Start of MATERIAL PROVIDED

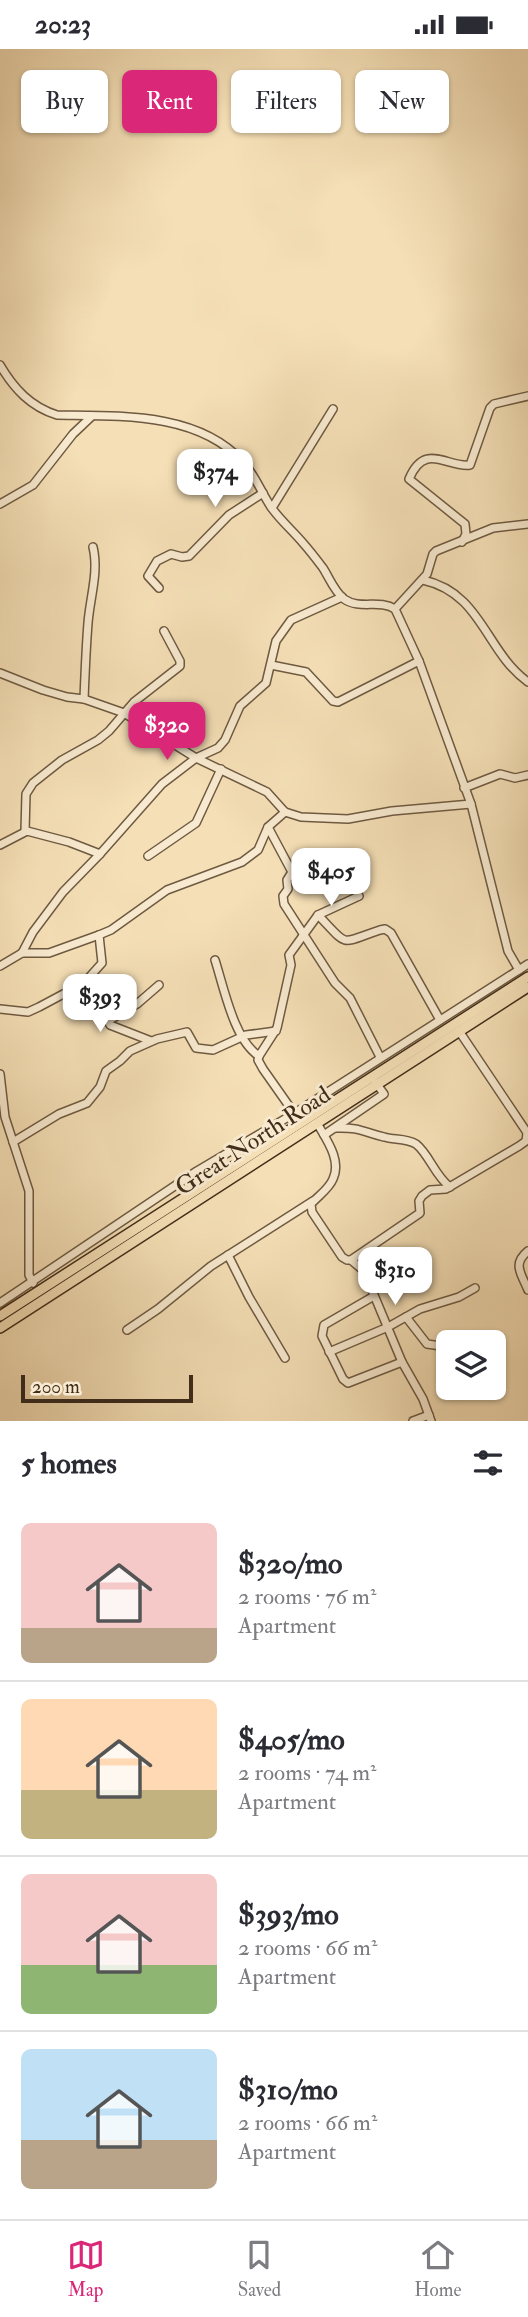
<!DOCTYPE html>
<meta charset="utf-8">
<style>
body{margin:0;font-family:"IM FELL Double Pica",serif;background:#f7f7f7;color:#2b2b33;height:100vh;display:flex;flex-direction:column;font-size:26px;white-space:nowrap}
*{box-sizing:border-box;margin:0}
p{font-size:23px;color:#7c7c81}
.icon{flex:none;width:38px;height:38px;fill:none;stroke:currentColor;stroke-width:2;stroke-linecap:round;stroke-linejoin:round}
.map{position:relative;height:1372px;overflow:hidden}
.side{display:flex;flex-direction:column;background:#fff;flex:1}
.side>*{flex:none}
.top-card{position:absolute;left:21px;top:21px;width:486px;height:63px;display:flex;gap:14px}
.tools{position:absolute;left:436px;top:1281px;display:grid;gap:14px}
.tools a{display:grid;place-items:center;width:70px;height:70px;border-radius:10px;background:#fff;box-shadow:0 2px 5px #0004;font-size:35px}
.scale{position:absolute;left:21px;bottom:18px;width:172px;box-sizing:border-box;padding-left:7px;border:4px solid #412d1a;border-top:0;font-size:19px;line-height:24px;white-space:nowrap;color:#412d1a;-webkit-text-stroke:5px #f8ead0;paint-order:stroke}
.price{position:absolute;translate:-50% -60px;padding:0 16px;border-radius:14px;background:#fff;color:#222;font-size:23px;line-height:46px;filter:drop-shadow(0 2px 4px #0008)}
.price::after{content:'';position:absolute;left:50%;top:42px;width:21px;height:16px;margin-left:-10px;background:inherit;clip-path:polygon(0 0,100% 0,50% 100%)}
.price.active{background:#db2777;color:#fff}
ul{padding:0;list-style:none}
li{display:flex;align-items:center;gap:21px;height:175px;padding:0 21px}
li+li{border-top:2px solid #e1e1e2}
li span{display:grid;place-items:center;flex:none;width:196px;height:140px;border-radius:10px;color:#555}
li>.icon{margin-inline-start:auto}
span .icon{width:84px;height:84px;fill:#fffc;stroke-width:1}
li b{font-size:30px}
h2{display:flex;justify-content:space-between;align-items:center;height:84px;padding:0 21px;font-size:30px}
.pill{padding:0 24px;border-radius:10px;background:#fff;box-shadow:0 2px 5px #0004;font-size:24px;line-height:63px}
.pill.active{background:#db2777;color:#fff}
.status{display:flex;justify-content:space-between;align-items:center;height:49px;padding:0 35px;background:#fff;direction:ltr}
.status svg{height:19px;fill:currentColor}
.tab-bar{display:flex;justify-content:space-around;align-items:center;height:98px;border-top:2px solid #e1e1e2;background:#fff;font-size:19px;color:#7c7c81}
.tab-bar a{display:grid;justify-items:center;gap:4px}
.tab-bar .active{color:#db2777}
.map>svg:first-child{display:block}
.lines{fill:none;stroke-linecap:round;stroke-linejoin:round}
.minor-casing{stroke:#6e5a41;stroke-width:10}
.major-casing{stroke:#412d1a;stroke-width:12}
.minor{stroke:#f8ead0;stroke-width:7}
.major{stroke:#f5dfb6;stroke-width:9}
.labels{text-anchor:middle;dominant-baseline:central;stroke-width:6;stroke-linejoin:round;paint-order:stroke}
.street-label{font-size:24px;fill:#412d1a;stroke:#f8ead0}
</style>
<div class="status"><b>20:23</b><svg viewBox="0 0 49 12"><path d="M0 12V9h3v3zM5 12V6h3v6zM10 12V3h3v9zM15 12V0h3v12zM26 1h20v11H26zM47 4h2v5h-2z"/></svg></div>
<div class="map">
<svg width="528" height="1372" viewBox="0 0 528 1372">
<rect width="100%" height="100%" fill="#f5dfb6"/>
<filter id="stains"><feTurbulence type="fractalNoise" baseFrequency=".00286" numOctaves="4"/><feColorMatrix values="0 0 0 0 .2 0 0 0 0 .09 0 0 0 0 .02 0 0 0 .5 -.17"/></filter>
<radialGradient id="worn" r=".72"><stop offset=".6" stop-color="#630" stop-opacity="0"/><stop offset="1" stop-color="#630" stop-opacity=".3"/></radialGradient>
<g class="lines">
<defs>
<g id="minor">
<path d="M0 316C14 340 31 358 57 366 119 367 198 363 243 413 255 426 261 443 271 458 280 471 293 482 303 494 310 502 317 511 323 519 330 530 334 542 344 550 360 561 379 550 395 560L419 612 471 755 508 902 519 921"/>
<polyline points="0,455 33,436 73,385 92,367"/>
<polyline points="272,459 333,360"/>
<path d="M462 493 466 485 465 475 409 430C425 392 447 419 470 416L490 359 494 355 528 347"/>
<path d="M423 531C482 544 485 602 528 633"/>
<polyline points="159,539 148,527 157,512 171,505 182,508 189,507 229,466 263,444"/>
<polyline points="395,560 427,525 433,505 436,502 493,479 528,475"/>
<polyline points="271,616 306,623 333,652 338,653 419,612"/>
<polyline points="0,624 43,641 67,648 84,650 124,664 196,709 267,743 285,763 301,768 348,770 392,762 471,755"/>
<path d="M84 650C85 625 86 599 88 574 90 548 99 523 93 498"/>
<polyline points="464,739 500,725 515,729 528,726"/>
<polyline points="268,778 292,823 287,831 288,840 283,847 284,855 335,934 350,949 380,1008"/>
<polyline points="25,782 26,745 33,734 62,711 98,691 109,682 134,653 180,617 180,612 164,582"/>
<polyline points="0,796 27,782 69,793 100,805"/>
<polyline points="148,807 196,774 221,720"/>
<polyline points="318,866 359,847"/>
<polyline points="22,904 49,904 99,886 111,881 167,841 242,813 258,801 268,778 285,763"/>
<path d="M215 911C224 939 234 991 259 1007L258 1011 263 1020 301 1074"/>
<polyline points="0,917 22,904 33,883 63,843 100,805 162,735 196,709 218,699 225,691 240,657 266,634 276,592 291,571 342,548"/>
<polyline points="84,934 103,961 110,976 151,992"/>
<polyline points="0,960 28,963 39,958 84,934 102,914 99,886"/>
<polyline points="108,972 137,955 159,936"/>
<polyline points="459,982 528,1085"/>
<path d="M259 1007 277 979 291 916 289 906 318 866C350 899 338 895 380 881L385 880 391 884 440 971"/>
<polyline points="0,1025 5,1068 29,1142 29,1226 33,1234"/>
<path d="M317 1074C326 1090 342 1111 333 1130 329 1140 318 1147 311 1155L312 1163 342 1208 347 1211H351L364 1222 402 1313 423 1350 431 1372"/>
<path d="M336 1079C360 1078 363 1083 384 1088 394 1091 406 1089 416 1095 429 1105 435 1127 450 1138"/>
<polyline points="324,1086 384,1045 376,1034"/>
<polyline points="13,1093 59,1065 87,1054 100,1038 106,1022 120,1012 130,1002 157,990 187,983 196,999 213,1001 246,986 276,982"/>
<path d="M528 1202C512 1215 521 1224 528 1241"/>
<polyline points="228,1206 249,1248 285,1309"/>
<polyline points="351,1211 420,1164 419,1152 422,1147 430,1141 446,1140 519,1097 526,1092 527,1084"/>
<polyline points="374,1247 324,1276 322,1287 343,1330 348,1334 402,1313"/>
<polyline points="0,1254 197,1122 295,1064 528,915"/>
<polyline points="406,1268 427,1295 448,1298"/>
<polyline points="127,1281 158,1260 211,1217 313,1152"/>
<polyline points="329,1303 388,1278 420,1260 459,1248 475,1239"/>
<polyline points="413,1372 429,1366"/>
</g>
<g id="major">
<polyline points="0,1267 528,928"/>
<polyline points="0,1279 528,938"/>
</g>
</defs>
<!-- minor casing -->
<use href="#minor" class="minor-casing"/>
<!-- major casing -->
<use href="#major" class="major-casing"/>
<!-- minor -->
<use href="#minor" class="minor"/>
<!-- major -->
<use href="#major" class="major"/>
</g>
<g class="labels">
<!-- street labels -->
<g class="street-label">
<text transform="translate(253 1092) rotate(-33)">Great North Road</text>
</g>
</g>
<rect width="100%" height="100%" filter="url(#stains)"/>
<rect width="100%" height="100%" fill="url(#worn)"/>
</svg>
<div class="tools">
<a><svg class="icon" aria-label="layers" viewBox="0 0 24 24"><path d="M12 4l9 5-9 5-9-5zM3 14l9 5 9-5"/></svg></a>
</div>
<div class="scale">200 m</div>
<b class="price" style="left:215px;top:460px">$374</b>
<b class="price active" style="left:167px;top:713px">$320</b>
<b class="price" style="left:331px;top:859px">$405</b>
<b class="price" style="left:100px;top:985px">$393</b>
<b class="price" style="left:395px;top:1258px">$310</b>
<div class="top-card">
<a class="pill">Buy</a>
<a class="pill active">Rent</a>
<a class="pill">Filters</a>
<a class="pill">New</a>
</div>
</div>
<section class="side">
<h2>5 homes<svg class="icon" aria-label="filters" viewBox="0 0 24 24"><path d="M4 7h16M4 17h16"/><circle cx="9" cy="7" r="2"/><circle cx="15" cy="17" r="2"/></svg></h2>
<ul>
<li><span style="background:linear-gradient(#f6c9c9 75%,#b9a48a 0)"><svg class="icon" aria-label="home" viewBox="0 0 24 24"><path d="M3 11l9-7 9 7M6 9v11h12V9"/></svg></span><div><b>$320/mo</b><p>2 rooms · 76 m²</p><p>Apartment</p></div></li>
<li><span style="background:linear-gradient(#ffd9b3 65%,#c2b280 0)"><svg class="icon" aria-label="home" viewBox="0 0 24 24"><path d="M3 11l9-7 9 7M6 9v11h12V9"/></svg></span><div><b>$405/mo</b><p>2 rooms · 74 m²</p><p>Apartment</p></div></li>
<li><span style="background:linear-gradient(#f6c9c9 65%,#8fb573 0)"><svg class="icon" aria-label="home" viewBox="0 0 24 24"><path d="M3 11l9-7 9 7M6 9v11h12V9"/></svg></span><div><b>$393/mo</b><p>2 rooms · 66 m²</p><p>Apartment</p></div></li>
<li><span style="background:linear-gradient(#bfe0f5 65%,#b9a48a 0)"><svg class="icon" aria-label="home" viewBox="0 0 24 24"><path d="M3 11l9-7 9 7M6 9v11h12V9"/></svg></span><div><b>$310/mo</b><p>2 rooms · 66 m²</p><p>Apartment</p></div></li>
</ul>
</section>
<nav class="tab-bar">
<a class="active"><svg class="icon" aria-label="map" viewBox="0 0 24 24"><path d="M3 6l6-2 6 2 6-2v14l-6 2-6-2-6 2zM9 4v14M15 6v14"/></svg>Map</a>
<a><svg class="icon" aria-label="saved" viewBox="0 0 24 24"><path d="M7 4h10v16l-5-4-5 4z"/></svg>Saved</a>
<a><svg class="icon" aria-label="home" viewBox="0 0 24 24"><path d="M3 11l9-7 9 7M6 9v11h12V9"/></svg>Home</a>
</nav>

End of MATERIAL PROVIDED
Start of MATERIAL PROVIDED

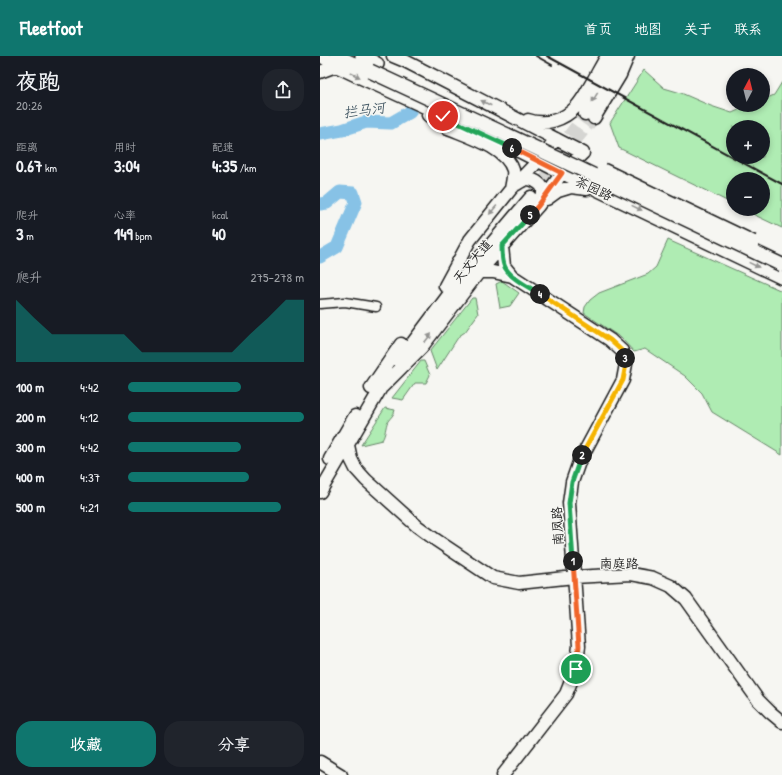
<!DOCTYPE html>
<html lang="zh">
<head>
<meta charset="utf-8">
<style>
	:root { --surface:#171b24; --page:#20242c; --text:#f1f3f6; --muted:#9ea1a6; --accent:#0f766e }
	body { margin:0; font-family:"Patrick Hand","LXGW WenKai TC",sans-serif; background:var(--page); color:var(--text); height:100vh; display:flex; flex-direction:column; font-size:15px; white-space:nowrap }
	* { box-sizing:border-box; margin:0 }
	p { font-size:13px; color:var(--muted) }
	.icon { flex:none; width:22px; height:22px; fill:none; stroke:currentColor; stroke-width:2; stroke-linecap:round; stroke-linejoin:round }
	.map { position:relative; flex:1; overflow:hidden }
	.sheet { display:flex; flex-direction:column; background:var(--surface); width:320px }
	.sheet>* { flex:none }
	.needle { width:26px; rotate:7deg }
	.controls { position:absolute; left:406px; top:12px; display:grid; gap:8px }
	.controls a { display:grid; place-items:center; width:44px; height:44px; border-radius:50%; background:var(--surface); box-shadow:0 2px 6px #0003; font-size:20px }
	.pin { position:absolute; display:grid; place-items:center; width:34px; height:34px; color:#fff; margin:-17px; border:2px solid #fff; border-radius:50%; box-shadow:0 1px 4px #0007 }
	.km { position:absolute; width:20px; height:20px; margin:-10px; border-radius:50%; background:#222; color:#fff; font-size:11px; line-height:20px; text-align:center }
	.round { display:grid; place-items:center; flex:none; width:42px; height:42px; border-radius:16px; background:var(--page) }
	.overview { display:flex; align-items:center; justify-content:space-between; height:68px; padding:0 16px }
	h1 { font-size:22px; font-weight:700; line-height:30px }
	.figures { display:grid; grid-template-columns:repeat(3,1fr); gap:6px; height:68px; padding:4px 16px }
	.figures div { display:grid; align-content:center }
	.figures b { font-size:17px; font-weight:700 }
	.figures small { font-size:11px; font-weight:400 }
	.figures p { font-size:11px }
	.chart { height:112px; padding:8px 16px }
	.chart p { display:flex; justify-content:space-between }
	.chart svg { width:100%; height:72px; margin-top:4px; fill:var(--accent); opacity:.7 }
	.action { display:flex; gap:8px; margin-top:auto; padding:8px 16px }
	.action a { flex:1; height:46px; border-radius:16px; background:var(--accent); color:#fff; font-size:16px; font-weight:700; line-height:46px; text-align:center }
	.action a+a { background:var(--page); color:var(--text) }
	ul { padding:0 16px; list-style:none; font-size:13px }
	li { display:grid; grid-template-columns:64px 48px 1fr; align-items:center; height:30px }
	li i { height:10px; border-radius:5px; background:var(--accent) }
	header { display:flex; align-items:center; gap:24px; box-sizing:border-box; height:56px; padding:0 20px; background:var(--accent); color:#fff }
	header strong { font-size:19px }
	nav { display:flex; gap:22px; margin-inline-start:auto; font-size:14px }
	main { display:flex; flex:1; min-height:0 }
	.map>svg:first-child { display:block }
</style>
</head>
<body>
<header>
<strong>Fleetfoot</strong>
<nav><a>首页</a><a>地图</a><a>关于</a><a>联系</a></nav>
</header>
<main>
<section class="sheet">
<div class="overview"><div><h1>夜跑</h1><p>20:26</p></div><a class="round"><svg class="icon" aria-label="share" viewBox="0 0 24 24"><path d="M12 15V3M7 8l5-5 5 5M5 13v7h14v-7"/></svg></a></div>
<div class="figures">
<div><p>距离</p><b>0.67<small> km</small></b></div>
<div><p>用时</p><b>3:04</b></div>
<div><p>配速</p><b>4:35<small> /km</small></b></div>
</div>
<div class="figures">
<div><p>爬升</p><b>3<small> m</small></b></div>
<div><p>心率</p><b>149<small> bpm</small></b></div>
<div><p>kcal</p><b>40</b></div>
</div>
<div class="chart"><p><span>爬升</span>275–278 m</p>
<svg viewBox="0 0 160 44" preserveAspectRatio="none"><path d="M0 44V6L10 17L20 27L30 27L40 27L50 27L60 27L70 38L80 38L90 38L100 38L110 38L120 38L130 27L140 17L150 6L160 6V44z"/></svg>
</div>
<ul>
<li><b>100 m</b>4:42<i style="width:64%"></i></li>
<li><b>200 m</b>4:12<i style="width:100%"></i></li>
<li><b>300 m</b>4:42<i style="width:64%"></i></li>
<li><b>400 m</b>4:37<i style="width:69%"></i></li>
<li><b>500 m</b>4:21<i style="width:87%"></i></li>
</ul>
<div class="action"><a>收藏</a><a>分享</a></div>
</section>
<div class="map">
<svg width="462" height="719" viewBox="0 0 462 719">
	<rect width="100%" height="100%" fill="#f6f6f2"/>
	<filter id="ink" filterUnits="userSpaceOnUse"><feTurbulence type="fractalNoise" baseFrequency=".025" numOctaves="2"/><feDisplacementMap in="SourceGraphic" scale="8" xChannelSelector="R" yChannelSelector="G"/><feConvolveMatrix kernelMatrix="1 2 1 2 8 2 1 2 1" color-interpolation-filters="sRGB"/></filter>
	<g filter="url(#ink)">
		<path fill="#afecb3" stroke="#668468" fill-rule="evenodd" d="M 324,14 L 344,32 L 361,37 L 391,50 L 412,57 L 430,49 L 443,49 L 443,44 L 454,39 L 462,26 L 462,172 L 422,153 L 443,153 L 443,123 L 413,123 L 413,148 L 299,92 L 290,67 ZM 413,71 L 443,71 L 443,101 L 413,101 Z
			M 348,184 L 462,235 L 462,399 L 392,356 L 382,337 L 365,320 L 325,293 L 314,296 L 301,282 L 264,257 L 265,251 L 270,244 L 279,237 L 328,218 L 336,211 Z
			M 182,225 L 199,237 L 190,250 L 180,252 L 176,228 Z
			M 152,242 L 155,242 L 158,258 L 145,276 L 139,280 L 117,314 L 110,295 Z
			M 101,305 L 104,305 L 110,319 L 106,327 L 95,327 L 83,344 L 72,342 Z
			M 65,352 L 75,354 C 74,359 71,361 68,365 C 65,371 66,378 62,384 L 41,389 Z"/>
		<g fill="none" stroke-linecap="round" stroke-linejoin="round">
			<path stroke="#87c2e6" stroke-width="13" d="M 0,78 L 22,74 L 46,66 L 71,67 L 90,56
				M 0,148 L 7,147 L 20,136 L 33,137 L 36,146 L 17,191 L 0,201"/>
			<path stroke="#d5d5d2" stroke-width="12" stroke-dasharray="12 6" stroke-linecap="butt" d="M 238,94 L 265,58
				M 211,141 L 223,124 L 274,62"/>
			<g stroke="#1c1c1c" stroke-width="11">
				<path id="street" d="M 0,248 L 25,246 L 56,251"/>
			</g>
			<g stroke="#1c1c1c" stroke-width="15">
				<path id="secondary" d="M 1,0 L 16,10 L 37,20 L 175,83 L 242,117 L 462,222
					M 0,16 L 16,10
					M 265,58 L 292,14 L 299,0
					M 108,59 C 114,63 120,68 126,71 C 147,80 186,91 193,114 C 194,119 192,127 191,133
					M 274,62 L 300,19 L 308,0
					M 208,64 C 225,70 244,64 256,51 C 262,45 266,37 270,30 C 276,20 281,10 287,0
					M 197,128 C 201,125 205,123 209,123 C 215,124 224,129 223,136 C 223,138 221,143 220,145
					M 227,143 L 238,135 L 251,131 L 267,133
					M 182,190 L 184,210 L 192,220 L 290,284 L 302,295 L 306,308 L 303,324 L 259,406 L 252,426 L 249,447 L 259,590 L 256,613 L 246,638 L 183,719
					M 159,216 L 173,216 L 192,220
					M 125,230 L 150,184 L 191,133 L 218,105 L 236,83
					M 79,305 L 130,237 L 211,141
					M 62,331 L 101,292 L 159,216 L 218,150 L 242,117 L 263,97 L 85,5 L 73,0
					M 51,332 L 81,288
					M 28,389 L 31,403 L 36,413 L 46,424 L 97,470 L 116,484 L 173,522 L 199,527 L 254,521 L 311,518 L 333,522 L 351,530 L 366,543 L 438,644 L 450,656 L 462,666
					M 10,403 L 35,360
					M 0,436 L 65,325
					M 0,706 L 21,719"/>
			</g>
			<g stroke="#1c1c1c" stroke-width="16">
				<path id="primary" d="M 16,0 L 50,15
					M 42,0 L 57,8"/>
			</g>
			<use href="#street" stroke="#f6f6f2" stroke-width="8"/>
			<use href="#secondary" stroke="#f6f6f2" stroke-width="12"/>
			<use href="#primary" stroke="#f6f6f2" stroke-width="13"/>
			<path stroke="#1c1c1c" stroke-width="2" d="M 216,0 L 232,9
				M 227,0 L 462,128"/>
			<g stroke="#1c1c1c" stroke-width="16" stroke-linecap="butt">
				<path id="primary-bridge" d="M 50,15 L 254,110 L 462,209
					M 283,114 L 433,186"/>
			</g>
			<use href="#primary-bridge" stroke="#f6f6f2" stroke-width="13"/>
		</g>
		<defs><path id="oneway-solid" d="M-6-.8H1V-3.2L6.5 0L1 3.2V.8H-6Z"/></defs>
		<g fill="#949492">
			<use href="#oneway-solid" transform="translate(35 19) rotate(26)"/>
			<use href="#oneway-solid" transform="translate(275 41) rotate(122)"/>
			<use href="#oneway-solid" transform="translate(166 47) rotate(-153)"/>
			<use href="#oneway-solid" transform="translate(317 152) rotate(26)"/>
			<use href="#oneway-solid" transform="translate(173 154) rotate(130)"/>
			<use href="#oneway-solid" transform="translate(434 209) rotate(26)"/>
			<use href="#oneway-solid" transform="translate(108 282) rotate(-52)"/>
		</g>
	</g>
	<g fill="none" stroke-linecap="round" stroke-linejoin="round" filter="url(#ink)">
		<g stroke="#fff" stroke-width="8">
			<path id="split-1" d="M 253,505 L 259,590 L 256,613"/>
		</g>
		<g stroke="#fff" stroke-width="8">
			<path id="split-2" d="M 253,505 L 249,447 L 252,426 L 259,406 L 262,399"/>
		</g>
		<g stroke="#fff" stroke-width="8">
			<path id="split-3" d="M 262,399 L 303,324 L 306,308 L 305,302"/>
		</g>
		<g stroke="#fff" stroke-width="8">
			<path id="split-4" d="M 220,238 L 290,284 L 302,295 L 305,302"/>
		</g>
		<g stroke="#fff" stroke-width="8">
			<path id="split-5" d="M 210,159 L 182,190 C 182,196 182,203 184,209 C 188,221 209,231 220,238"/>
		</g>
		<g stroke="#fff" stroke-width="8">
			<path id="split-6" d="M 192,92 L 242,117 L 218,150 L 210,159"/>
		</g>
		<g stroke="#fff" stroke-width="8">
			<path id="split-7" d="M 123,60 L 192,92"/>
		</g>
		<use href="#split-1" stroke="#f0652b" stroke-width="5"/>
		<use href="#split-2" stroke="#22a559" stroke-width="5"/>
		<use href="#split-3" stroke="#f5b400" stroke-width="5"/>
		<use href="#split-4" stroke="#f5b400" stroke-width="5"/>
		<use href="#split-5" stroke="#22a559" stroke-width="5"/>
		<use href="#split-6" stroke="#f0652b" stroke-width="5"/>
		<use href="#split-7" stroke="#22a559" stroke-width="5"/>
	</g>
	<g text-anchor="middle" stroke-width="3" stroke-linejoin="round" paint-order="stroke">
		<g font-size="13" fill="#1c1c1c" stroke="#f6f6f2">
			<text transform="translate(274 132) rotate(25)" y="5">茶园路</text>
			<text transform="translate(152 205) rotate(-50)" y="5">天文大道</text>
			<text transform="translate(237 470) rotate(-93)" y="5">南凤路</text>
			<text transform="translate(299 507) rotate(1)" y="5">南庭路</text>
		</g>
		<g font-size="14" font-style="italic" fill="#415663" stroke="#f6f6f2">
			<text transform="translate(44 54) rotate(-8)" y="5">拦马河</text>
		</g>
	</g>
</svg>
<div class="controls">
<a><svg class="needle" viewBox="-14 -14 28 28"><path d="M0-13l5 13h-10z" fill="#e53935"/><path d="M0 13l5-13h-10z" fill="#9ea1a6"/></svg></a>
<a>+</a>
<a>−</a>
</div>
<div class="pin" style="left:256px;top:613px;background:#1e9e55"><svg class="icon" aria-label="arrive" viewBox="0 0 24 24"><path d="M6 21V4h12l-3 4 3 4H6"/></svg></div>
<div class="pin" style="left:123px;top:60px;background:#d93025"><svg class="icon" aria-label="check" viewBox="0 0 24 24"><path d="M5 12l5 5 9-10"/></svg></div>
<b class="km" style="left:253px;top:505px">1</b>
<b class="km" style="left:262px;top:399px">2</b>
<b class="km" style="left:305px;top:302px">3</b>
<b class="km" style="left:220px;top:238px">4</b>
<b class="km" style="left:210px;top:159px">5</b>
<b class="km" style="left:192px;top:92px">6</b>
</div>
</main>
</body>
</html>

End of MATERIAL PROVIDED

### THE PROBLEM
The answer should consist of every line above in which "secondary" appears.

### WRITTEN SOLUTION
				<path id="secondary" d="M 1,0 L 16,10 L 37,20 L 175,83 L 242,117 L 462,222
			<use href="#secondary" stroke="#f6f6f2" stroke-width="12"/>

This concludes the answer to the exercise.